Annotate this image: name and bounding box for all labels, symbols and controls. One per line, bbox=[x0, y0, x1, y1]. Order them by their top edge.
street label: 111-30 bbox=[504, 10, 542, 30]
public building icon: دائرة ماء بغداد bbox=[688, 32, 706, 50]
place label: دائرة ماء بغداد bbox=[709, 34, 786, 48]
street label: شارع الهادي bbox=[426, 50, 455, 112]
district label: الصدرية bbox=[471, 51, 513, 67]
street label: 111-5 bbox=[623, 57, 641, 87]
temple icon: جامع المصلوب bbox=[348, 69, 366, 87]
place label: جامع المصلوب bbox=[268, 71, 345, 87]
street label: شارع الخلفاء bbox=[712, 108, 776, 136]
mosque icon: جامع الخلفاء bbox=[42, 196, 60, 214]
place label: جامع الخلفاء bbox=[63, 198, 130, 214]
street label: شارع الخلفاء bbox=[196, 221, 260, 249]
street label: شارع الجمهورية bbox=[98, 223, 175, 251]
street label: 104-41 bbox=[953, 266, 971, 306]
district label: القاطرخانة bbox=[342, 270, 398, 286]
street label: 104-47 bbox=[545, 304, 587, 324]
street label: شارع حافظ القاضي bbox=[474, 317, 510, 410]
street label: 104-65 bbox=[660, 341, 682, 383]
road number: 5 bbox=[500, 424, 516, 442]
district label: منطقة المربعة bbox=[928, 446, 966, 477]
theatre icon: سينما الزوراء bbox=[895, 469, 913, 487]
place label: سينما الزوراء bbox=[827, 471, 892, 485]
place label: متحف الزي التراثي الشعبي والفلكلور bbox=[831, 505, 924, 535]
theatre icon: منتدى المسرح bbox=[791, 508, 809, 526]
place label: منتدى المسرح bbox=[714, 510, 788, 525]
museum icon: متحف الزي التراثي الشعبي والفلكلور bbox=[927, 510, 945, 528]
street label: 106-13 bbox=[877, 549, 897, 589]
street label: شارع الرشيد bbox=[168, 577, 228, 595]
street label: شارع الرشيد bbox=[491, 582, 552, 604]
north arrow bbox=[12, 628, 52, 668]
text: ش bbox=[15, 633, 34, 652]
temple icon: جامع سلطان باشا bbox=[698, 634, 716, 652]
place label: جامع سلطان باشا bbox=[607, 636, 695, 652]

Exercise aim
I need every line of the data that has the word "icon"; please list them.

Response for this exercise
public building icon: دائرة ماء بغداد bbox=[688, 32, 706, 50]
temple icon: جامع المصلوب bbox=[348, 69, 366, 87]
mosque icon: جامع الخلفاء bbox=[42, 196, 60, 214]
theatre icon: سينما الزوراء bbox=[895, 469, 913, 487]
theatre icon: منتدى المسرح bbox=[791, 508, 809, 526]
museum icon: متحف الزي التراثي الشعبي والفلكلور bbox=[927, 510, 945, 528]
temple icon: جامع سلطان باشا bbox=[698, 634, 716, 652]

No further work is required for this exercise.